▶ **What to work on**: What lines in the entries hold the string "white"? List them.

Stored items
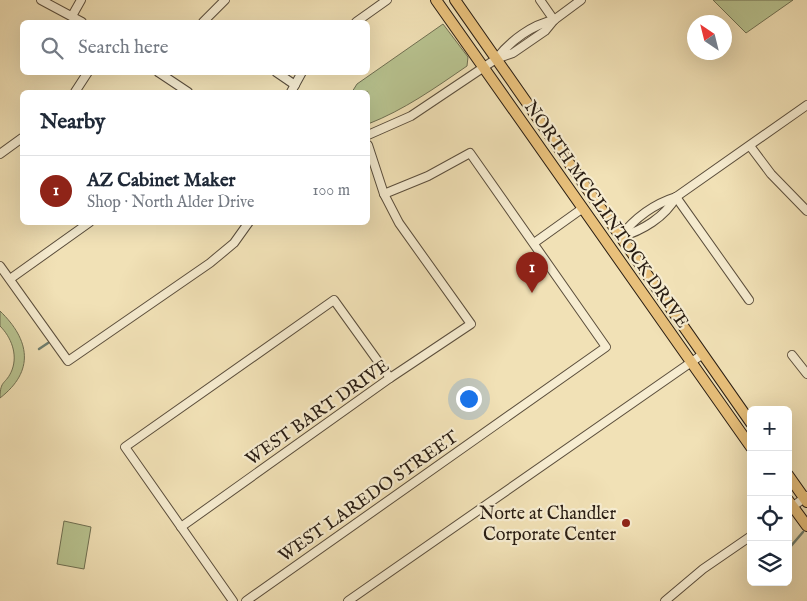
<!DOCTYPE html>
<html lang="en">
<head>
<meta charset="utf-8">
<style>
  :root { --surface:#fff; --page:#f2f2f3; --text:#1f2937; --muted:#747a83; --line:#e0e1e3; --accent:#8f2418 }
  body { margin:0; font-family:"IM FELL English",serif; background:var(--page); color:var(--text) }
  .controls { position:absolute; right:15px; bottom:15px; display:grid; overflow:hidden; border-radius:8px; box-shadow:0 5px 20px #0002 }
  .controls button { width:45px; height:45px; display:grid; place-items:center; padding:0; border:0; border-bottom:1px solid var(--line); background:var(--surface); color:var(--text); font:25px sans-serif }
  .compass { position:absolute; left:687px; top:15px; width:45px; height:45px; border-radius:50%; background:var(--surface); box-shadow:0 5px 20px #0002; rotate:325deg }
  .you { position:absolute; left:468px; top:398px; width:18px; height:18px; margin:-12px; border:4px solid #fff; border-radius:50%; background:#1a73e8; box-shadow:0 0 0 8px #1a73e833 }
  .badge { display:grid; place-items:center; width:32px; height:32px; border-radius:50%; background:var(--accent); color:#fff; font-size:16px; font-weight:700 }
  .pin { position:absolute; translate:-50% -41px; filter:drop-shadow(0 1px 2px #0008) }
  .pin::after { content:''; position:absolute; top:26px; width:18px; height:15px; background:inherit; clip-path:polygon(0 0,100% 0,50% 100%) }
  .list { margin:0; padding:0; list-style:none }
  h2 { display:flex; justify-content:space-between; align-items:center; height:65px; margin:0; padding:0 20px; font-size:21px }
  h2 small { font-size:16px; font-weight:400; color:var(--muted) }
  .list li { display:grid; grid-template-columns:32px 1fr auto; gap:15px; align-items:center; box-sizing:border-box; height:70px; padding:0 20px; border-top:1px solid var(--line) }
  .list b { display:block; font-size:19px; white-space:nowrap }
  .list p { margin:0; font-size:16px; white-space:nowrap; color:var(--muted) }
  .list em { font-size:16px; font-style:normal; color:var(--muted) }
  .icon { flex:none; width:28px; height:28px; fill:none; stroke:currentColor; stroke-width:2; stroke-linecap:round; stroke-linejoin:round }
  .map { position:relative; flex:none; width:807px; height:601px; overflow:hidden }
  .search { position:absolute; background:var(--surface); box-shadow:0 5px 20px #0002; left:20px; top:20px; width:350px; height:55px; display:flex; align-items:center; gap:12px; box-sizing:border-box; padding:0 18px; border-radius:8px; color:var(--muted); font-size:19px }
  .panel { position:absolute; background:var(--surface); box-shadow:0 5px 20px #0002; left:20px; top:90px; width:350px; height:135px; border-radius:8px }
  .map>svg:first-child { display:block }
</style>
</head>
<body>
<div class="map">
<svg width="807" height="601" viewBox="0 0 807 601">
  <rect width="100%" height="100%" fill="#f1e1b6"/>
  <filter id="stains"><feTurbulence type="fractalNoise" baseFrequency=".004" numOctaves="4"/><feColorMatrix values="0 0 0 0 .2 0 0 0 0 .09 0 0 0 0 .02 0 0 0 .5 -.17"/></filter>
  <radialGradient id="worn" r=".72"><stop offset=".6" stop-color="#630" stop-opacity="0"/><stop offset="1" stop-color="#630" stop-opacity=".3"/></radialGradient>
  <g fill="#b8c390" stroke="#707052">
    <path d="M713 0H793L746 33Z"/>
    <path d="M443 24 468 57 467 66C435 88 404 110 368 124V92H352L357 84Z"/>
    <path d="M0 311C30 340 35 371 0 398 0 379 6 385 12 370 18 354 11 337 0 326Z"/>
    <path d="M64 521 91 527 84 569 57 564Z"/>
  </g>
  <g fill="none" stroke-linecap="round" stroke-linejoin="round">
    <g stroke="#6d7e6f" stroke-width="2.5">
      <path d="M39 349 48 343"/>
      <path d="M791 546 803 532"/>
    </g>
    <g stroke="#5b4e3c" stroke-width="10">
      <g id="minor">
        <path d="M41 0 82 22"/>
        <path d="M540 0 554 20"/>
        <path d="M72 16 81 0"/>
        <path d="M203 22 225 0"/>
        <path d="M356 22 387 0"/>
        <path d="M497 58C511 40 532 25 554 20"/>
        <path d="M158 72 188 92"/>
        <path d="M276 72 295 85"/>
        <path d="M75 92 88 72"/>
        <path d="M291 92 302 72"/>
        <path d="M368 135 411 116 496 59 513 53 545 31 554 20 581 0"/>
        <path d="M750 146 771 174 807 211"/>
        <path d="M0 154 22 138"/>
        <path d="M676 197 749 300"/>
        <path d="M620 237C634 219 654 204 676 197L807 105"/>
        <path d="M620 237C642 231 665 217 676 197"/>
        <path d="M534 243 583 208"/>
        <path d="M0 266 68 361 210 263 234 243 249 222"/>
        <path d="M10 279 90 222"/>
        <path d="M792 355 807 374"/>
        <path d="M788 510 807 496"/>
        <path d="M181 527 390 378 471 324 399 223 384 194 368 145"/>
        <path d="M233 601 125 447 334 300 390 378"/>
        <path d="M246 601 606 347 470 153 428 176 384 194"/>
        <path d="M348 601 703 354"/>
        <path d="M665 601 703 569 751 536"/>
      </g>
    </g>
    <g stroke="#291d13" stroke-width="12">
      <g id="major">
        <path d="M436 0 751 447"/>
        <path d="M455 0 751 423"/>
        <path d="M788 475 807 502"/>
        <path d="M788 500 807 526"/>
      </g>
    </g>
    <use href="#minor" stroke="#f6ecd0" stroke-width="8"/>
    <use href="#major" stroke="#e8c07b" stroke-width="10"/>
  </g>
  <circle fill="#8f2418" stroke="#f6ecd0" stroke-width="2" cx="626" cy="523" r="5"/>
  <g text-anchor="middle" stroke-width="4.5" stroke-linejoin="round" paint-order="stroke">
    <g font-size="18" fill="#291d13" stroke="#f6ecd0">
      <text transform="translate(607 214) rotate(55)" y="6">NORTH MCCLINTOCK DRIVE</text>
      <text transform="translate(317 412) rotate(-35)" y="6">WEST BART DRIVE</text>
      <text transform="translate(368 496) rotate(-35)" y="6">WEST LAREDO STREET</text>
    </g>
    <g font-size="18" fill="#291d13" stroke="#f6ecd0" text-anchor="end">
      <text x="616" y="519">Norte at Chandler<tspan x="616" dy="21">Corporate Center</tspan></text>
    </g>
  </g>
  <rect width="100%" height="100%" filter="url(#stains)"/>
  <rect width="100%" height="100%" fill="url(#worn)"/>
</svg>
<div class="controls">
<button>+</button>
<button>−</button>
<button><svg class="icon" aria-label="locate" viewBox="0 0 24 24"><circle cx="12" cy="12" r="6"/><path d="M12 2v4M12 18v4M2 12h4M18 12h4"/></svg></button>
<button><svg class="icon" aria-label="layers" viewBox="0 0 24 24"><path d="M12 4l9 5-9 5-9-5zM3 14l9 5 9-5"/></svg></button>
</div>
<svg class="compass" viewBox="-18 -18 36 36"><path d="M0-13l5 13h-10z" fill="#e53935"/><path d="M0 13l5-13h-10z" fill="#747a83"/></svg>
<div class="you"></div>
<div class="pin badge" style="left:532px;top:293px">1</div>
<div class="search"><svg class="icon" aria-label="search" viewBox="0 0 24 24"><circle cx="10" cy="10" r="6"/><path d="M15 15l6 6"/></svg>Search here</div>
<section class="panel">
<h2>Nearby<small></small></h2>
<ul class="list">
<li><span class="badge">1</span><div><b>AZ Cabinet Maker</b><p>Shop · North Alder Drive</p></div><em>100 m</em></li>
</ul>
</section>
</div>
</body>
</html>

▶ **Result of the task**:
  .list b { display:block; font-size:19px; white-space:nowrap }
  .list p { margin:0; font-size:16px; white-space:nowrap; color:var(--muted) }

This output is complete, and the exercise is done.